Work to repair a collapsed section of the Bay Bridge is continuing tonight with still no estimate about when it will reopen, California Department of Transportation spokesman Bart Ney said today.
At a news conference this evening, Ney said crews were still working on the repairs and that stress tests will be performed on the bridge later tonight.
Until they know the results of those tests, Ney said authorities cannot predict when the bridge will reopen.
"I know that's frustrating for motorists, but we don't want to make a false prediction, and we want to put safety first," he said.
Ney said crews performed stress tests Saturday, and that "engineers didn't get what they were looking for."
The tests showed that there was still metal-on-metal fatigue between pieces of the new repair structure, which is replacing repairs of a cracked eyebar discovered over Labor Day weekend.
The metal-on-metal fatigue, apparently caused by high winds on the bridge, caused the steel crossbar and two steel rods that were part of the original repairs to fall onto the bridge Tuesday evening.
The crossbeam and rods crashed on the cantilever section of the bridge near Yerba Buena Island and damaged three vehicles, but no one was seriously hurt.
Crews took the night off beginning late Saturday after working 24 hours a day since the bridge closed, Ney said.
"They've been hard at it for four days," Ney said. "We thought it was a good time to take a rest."
He said they resumed work at 7 a.m. today, and do not have a break planned tonight.
Bfore the birdge can be opened, outside experts from the Federal Highway Administration and other groups will examine the repaired section to make sure it's ready to handle traffic again, he said.
"There is still a lot of work," Ney said.
He said Caltrans will give another update Monday but he would not even guess when the birdge might reopen.
Motorists can get real-time travel information at the Web site 511.org or by calling 511.
In the meantime, BART spokesman Linton Johnson said trains will not run after midnight tonight to give BART crews time to inspect and repair trains a needed in time for the Monday morning commute. BART had been running trains hourly overnight Friday and last night.
"Less than a percent of our ridership rides overnight," Linton said. "We can't provide for them at the expense of our bread and butter commuters."
Linton said BART will be reimbursed by the Metropolitan Transportation Commission.

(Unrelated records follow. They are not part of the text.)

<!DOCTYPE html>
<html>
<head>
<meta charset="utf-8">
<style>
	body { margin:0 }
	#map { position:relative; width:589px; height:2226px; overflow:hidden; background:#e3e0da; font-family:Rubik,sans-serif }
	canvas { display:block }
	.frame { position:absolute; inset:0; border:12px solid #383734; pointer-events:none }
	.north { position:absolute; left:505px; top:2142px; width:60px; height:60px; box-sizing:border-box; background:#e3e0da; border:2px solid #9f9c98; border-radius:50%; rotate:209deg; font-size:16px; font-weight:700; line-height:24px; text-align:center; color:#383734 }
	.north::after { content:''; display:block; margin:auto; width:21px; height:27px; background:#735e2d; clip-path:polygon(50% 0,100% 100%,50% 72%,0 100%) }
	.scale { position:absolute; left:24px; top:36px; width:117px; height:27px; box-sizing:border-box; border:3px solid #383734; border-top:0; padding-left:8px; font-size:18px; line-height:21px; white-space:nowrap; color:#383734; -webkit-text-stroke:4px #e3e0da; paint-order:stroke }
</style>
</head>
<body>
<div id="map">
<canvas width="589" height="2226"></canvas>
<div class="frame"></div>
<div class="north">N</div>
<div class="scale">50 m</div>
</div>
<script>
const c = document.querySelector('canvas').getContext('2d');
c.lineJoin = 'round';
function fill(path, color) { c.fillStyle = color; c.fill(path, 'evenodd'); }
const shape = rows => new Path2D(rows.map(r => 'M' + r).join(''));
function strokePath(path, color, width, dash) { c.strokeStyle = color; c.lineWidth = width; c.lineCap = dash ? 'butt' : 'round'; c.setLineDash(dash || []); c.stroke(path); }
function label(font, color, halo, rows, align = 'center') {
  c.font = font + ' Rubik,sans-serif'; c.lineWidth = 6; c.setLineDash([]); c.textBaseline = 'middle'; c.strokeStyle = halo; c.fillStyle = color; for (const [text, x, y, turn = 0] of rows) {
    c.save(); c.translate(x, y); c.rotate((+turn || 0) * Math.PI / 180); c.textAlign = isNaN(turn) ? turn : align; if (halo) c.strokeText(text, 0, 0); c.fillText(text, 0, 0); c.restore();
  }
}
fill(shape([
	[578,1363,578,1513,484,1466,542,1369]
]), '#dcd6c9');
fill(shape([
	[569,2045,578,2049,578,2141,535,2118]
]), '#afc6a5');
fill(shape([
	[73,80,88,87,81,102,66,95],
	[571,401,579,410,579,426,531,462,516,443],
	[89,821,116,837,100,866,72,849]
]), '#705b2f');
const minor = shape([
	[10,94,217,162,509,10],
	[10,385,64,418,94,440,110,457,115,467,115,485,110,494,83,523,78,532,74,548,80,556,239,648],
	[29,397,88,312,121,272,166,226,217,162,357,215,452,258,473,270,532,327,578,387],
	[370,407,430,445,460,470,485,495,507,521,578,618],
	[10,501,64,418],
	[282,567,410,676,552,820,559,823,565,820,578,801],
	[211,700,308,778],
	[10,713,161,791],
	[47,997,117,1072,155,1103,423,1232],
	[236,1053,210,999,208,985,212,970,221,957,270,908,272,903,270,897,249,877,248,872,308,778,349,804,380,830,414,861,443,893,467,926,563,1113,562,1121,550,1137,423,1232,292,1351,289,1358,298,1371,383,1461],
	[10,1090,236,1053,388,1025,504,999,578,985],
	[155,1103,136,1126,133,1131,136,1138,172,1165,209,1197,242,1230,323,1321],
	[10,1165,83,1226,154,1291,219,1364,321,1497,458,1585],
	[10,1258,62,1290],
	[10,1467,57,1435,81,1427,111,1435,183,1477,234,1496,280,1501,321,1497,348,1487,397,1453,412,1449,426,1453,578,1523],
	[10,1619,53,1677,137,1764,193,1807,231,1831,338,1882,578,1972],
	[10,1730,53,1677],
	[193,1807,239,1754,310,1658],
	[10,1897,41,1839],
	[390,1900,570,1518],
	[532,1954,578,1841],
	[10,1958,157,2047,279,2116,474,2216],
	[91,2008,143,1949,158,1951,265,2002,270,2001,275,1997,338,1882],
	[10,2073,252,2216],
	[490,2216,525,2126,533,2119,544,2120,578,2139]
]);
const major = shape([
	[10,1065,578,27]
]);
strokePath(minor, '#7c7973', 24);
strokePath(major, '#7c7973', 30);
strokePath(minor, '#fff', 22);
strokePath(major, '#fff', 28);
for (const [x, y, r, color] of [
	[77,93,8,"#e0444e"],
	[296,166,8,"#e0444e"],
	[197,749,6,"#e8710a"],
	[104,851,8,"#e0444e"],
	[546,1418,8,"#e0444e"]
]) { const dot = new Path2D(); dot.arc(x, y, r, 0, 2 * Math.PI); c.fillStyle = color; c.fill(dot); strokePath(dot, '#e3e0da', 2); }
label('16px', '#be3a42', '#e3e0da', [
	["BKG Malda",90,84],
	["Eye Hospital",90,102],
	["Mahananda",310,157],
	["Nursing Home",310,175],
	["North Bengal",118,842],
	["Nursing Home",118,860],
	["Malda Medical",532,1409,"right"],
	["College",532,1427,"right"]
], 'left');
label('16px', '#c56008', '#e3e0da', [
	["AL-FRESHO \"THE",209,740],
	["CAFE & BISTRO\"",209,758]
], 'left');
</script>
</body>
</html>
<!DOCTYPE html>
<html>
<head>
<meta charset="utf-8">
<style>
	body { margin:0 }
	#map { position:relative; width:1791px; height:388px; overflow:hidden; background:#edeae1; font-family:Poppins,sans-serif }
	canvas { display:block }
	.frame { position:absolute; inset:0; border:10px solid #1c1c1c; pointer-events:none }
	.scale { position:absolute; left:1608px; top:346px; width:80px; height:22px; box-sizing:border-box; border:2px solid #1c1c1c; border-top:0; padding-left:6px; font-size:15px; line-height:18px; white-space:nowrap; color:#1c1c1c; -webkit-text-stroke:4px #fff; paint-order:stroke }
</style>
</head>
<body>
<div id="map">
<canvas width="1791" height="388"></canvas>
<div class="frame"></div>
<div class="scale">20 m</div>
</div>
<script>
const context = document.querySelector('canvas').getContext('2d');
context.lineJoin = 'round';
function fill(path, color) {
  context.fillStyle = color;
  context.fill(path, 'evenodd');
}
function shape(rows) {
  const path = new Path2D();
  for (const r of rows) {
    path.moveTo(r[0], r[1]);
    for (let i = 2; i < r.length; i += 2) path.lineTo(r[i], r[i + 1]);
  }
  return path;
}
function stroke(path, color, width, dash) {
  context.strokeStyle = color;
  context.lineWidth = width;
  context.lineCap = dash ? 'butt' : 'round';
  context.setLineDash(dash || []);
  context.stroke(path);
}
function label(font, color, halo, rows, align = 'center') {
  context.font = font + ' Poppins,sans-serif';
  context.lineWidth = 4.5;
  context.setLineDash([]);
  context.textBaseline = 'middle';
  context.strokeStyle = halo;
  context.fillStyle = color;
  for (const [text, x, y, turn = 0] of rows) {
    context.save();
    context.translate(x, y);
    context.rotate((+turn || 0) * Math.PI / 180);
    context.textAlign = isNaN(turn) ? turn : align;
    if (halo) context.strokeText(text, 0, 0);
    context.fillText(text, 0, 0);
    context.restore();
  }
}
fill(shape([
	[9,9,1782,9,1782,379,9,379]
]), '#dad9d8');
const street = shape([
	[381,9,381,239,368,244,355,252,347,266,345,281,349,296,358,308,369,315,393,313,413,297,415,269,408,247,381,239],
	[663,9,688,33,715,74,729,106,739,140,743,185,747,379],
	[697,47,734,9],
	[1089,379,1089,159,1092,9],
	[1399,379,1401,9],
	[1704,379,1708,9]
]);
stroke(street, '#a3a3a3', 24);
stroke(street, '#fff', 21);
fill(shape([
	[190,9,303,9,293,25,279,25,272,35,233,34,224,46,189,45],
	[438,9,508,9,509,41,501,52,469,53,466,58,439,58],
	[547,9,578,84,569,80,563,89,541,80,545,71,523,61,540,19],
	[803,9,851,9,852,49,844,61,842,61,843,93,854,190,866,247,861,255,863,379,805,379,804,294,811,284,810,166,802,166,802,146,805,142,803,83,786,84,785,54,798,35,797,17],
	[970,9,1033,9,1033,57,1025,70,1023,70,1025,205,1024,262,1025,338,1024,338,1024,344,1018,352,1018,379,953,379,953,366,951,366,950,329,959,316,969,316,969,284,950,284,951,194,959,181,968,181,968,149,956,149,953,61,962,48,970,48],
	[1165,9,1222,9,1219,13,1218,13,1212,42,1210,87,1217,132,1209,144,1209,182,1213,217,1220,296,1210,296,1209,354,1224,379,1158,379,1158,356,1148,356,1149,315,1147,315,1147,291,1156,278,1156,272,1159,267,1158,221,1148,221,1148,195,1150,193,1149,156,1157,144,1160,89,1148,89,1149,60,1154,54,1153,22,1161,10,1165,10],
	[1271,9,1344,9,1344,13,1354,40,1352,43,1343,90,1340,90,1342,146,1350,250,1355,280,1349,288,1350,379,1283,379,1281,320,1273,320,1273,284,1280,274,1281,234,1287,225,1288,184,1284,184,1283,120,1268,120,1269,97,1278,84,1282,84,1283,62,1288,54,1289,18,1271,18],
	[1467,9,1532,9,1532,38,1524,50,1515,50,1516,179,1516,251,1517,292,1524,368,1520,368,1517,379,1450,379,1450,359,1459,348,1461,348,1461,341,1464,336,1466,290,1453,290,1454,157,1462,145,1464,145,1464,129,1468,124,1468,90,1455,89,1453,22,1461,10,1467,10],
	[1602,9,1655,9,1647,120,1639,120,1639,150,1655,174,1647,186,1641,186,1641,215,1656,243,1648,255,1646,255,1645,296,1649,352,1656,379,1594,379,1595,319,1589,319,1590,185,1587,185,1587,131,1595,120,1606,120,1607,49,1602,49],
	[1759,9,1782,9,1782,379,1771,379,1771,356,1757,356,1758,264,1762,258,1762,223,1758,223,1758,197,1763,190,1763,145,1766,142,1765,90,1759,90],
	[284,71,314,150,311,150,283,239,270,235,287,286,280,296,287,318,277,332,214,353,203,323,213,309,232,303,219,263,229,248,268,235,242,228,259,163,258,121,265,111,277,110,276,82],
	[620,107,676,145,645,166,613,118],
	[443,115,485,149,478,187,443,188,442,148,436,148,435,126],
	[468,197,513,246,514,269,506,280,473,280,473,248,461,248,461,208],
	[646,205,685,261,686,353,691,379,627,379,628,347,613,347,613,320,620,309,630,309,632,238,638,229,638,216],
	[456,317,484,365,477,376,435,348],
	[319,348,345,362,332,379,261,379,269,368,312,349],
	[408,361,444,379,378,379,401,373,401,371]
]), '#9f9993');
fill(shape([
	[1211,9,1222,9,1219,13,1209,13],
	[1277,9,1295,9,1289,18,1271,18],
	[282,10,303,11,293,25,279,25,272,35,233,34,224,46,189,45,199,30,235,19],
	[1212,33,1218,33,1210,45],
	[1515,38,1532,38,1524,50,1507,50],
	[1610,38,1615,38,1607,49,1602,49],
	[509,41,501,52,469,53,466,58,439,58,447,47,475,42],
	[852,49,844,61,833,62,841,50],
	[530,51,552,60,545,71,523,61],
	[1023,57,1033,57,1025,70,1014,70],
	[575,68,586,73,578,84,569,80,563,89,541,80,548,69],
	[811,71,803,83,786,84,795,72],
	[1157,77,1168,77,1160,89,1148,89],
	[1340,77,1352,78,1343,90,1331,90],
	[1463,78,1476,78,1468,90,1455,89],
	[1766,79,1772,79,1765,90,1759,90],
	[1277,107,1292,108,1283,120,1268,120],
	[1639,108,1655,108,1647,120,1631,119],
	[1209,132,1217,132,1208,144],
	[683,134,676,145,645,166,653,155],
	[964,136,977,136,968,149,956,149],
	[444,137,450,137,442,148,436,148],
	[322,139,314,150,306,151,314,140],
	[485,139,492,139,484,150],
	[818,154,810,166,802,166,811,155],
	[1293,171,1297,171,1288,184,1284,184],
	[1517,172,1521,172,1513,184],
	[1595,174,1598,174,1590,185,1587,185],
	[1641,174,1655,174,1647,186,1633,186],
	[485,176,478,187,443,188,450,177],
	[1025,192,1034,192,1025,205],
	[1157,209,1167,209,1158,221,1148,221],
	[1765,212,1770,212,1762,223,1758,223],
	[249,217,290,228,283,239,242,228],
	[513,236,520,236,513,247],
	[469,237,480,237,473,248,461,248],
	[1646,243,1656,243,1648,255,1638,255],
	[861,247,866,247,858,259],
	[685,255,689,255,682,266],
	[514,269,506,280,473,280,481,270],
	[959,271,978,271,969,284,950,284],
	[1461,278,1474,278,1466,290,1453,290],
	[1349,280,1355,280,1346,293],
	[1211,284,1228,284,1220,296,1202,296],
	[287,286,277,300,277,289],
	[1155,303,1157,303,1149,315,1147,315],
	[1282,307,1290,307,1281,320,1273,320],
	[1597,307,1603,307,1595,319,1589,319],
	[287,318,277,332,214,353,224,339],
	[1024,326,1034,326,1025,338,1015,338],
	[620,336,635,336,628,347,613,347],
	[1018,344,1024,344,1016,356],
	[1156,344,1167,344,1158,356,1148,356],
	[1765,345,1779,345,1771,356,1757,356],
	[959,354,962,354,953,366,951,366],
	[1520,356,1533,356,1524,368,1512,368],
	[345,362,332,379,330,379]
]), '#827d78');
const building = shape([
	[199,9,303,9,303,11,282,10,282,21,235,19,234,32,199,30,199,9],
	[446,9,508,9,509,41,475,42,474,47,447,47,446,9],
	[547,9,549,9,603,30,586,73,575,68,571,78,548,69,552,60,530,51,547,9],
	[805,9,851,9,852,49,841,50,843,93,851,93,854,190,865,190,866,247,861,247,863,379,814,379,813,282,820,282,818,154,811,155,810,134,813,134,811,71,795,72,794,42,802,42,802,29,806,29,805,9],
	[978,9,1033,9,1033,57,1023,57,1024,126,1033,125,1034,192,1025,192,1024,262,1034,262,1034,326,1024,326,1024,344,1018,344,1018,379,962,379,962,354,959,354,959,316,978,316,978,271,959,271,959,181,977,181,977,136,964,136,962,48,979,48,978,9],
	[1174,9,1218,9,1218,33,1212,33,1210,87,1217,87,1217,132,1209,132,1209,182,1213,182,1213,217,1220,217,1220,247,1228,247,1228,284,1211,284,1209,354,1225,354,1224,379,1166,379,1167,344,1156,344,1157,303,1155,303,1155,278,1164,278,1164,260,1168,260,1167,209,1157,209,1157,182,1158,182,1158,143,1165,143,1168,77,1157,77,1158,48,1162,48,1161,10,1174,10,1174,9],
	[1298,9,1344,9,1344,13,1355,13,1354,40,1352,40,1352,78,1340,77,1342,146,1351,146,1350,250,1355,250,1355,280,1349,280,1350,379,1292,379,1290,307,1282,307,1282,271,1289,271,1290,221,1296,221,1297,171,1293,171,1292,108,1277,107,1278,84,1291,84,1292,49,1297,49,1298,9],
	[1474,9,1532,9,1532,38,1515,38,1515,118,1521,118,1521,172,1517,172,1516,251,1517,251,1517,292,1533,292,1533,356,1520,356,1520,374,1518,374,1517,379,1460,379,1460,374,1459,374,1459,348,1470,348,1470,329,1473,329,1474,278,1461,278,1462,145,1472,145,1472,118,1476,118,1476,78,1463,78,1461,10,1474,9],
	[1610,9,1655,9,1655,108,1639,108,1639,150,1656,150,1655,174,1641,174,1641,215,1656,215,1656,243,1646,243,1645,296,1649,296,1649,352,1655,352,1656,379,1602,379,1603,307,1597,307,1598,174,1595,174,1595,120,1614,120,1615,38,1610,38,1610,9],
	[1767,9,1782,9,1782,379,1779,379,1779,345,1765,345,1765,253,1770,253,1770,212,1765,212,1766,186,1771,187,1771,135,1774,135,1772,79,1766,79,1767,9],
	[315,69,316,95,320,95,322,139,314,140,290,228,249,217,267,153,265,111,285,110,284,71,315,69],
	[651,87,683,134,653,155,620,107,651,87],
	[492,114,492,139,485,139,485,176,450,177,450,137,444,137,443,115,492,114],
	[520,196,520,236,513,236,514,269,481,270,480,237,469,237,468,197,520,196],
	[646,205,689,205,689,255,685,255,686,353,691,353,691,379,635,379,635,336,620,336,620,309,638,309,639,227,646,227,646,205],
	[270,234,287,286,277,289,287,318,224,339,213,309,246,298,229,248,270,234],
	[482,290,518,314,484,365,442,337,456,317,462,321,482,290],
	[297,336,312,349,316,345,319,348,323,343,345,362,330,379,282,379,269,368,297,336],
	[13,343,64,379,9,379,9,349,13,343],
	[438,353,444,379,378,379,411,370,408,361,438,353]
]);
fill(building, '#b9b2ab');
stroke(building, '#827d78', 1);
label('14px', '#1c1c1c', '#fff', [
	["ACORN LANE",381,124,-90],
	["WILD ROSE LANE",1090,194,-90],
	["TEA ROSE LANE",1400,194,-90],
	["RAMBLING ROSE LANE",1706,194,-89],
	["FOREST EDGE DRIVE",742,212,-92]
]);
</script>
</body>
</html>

"We know from years past it will be pretty big," he said of the additional expenses. "It's a money loser to run overnight."
Linton said BART was hit even harder financially because the agency didn't have any advance warning about the bridge closure. Employees
were taken off vacation or had to cancel their plans, he said.
"It's very difficult to provide overnight service on the dime," he said. "That's one reason we haven't been able to do it during the week."
More information is available at www.bart.gov.